Friday, September 25, 2009

if you find a rock

Today Poetry Friday is hosted by Susan Taylor Brown--thanks!

In our county, first graders spend the fall on a science unit about Rocks, Soil and Worms, and in my class the initial reading assessment requirements are nearly fulfilled so I'm looking forward to Rocktober.

You know how some books reach in and grab you by the heart? If You Find a Rock by Peggy Christian is one of those for me. It's not marketed as a volume of poetry, but it works that way, and the "colortoned" photos by Barbara Hirsch Lember picture, in a slightly surreal way, real children doing real things with real rocks. They fill the simple, measured text with even more gravity. The message is that playing with rocks is serious business. Here's a sample.

If you find a rock--
a big rock--
by the edge of the water,
then you have found
a splashing rock.
When it hits the surface,
the water jumps
out of the way,
raining back down
on your outstretched hands.
The bigger the rock,
the wetter you get.

The other thing I love about this book is its element of magical realism--there's science content here, physics and biology and paleontology, but it's all mixed in with aesthetics and emotion and even the possibility of wishes granted.
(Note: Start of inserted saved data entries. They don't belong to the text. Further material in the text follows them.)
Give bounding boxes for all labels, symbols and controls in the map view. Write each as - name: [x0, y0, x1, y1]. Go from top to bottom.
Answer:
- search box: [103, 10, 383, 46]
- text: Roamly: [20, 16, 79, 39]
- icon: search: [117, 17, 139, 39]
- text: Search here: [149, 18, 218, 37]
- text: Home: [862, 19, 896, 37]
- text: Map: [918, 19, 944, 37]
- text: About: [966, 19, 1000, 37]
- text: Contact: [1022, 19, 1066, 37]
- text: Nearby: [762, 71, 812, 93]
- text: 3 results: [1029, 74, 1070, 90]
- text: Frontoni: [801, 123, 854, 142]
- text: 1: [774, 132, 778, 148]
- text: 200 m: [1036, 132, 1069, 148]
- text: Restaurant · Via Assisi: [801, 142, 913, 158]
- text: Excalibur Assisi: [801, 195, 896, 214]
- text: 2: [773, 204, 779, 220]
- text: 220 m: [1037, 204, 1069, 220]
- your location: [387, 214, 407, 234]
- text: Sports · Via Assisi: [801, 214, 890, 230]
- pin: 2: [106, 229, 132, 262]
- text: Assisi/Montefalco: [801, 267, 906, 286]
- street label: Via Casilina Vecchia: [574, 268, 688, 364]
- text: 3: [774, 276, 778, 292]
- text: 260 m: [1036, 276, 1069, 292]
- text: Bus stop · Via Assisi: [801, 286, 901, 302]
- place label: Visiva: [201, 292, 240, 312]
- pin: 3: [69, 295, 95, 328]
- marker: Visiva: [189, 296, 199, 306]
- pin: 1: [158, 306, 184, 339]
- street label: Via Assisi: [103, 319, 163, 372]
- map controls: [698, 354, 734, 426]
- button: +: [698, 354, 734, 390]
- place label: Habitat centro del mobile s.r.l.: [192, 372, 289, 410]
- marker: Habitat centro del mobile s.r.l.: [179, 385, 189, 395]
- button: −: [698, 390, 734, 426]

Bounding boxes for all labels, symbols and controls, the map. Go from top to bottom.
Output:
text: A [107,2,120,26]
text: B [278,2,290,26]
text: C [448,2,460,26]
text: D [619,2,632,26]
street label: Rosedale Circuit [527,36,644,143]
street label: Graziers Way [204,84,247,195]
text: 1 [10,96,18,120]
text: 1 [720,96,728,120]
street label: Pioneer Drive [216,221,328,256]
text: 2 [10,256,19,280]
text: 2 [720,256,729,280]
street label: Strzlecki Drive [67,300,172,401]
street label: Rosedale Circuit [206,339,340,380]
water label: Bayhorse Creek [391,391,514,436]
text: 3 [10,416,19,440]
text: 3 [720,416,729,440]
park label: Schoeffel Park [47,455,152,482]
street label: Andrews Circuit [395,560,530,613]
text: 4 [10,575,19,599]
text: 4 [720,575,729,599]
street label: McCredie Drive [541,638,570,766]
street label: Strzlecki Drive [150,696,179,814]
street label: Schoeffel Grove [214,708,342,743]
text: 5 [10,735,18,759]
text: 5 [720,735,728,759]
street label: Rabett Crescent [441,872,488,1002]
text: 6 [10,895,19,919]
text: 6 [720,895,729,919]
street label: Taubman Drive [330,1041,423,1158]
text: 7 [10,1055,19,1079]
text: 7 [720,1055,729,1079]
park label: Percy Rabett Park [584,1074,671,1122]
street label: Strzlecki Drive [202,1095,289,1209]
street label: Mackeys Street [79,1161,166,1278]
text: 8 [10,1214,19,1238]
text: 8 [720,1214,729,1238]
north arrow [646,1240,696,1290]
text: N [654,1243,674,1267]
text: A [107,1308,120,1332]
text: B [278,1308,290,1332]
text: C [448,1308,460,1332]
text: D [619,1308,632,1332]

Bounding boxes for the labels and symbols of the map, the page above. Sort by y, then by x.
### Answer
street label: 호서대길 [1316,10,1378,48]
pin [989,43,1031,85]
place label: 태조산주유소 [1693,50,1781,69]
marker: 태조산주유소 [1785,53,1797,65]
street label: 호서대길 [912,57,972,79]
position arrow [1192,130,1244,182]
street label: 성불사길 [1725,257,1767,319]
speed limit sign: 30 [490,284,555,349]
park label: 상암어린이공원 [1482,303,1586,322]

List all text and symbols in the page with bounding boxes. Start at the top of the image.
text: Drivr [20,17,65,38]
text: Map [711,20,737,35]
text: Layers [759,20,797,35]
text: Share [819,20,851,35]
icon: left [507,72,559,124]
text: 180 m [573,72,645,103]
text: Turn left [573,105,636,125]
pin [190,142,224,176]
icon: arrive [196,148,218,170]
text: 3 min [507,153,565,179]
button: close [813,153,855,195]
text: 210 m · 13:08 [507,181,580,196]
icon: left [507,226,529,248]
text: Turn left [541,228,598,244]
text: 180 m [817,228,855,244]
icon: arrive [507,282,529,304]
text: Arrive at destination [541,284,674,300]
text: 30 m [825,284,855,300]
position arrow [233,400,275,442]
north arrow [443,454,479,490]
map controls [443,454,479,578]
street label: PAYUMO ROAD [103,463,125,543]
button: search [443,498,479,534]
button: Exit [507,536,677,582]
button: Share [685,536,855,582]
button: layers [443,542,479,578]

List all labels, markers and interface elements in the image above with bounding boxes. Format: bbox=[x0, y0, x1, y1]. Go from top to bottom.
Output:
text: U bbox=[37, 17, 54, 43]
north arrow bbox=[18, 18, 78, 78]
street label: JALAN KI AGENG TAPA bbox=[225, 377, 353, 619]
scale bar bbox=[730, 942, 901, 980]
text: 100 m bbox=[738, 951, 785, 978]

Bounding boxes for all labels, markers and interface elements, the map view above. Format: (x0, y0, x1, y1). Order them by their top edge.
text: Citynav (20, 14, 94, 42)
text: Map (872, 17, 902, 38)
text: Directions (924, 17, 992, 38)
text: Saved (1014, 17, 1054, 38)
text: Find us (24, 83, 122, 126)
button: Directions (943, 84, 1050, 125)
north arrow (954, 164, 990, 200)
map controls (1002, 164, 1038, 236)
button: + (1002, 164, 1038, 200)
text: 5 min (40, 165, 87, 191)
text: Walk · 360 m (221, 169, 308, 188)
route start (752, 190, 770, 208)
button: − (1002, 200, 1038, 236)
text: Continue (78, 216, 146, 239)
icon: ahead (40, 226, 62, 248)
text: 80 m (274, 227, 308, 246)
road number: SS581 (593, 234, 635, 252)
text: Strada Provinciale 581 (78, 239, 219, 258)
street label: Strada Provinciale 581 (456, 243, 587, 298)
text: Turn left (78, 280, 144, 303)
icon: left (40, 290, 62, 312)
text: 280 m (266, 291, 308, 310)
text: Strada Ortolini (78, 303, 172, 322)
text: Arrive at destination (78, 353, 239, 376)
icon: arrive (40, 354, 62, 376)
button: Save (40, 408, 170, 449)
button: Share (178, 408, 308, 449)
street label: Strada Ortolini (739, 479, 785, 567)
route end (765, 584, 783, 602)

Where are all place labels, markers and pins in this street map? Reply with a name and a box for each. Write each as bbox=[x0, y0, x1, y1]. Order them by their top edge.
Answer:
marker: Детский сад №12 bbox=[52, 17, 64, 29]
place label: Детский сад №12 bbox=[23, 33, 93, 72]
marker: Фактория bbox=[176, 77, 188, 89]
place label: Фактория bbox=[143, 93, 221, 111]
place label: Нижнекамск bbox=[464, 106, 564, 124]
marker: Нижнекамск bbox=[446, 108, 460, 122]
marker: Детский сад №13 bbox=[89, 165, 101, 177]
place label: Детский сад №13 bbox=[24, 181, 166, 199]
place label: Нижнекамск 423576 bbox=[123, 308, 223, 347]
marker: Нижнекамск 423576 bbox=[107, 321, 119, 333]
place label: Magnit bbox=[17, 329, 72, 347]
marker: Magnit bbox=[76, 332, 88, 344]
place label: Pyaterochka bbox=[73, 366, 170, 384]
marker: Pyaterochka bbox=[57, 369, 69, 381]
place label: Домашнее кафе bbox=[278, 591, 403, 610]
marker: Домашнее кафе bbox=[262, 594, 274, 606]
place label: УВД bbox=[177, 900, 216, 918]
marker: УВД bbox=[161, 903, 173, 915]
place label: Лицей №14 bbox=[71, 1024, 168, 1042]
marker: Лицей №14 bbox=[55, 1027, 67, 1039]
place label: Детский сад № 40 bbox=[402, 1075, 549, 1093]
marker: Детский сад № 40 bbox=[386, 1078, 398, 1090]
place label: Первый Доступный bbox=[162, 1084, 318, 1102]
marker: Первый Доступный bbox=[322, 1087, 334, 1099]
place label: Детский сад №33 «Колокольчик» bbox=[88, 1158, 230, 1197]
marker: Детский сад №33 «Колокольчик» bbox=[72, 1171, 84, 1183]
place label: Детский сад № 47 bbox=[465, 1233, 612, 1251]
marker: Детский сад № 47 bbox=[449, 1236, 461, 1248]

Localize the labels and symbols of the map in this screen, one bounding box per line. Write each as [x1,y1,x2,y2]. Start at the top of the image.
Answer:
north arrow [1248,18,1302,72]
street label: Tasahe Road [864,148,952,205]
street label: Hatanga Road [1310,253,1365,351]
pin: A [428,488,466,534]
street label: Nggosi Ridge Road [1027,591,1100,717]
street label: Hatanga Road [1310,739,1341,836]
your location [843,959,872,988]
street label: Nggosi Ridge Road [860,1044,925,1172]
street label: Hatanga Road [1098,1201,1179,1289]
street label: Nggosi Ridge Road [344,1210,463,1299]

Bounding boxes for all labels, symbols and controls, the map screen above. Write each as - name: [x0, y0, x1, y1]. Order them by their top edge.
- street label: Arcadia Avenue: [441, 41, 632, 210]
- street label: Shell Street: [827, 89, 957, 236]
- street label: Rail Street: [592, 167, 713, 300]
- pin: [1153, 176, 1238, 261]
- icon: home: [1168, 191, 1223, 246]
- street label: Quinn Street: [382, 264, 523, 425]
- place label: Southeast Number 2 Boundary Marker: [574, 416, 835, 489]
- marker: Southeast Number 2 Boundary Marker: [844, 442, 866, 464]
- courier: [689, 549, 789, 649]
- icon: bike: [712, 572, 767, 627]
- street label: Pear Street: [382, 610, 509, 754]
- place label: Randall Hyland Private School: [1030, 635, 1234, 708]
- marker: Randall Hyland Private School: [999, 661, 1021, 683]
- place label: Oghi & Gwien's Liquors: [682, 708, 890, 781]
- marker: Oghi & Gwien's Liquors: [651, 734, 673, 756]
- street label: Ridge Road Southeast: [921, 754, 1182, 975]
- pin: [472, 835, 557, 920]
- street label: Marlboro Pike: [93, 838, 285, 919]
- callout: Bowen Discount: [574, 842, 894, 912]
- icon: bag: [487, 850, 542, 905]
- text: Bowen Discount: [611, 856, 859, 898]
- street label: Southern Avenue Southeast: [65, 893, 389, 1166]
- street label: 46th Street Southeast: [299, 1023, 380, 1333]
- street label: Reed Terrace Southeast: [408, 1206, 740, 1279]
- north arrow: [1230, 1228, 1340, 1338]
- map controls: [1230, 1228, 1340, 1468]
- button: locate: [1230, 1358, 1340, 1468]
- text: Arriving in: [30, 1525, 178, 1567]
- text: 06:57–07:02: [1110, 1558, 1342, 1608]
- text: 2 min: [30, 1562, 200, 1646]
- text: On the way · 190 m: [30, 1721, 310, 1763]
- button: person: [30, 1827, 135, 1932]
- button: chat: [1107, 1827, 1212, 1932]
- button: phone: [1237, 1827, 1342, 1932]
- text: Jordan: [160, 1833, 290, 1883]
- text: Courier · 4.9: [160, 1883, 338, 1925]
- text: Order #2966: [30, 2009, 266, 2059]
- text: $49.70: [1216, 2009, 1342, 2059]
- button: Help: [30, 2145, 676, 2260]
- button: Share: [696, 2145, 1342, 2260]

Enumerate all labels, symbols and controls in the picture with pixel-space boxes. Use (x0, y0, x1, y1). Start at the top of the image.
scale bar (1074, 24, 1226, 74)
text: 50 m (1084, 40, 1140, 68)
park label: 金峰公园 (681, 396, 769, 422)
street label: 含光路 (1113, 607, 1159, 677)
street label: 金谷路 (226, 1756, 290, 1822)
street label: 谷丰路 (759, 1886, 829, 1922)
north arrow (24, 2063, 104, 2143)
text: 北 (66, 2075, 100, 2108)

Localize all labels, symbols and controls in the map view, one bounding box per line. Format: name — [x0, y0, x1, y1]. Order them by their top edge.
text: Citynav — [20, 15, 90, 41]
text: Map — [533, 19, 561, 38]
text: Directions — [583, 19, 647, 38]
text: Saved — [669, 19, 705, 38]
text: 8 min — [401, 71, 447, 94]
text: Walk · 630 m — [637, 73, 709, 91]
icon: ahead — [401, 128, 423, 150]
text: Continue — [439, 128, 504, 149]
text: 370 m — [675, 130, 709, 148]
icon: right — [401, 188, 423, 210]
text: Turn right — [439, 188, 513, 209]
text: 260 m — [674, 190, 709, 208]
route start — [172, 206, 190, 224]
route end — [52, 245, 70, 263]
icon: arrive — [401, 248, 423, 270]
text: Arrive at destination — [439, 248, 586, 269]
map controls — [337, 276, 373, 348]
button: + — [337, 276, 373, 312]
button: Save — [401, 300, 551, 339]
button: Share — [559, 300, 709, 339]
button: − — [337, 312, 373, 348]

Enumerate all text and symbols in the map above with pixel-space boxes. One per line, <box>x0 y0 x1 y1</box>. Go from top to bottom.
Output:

Just like real life.

And now, to spoil the mood, I must just announce again that THURSDAY IS THE DAY! Pumpkin Butterfly: Poems from the Other Side of Nature has its official release this week! Become PB's fan on facebook!



Friday, September 18, 2009

"this curriculum sponsored in part by Tom Chapin"

Today's poem is really part of a song from Tom Chapin's album "Billy the Squid." In case you don't know him, Tom Chapin is a musician famous for being Harry Chapin's younger brother--but I'd risk asserting that his music for kids is known by far more people because of his downright usefulness in the classroom.

The first day of school I sent my first-graders out delightedly singing verse one of "Great Big Words"--because there's great pleasure in being able to announce to grown-ups that you're an "eager bibliophile." And here I give a loud shout-out to John Forster, a frequent lyricist for Tom Chapin. I can't confirm that he wrote the lyrics for this one, but his wordsmithing is behind most of the other cleverly composed, perfectly appropriate yet never syrupy songs I've taught children over the years. All join in!

La, la, la la la la la, la, la, la!
When I was a little kid (a diminutive juvenile),
I liked my folks to read to me--I was an eager bibliophile.
Now I like words for how they sound and how they communicate...
I guess I should explain myself--that is, elucidate.
Great big words, I love big words!
Letter by letter, the bigger the better--
Great big words!

Now maybe you're adept at sports or excellent at school,
Or maybe you're vainglorious (which means you think you're cool).
But give me a massive ideogram (a big word) to make my point--
When you can verbalize your thoughts, you can really rock the joint!
Great big words, I love big words!
I get a thrill out of every syllable--
Great big words!

Big words are prodigious terms; now don't they sound delicious?
They impress your teachers, confuse your folks, and make your friends suspicious.
But that's okay; we'll start a trend that soon will sweep the nation:
The Hyperlinguistic Polysyllabic Speech Association!
Great big words, I love big words!
Letter by letter, the bigger the better--
Great big words!

La, la, la la la la la, la, la, la!

Friday, September 4, 2009

a big little beginning

Poetry Friday is hosted today at Crossover by Kelly Herold.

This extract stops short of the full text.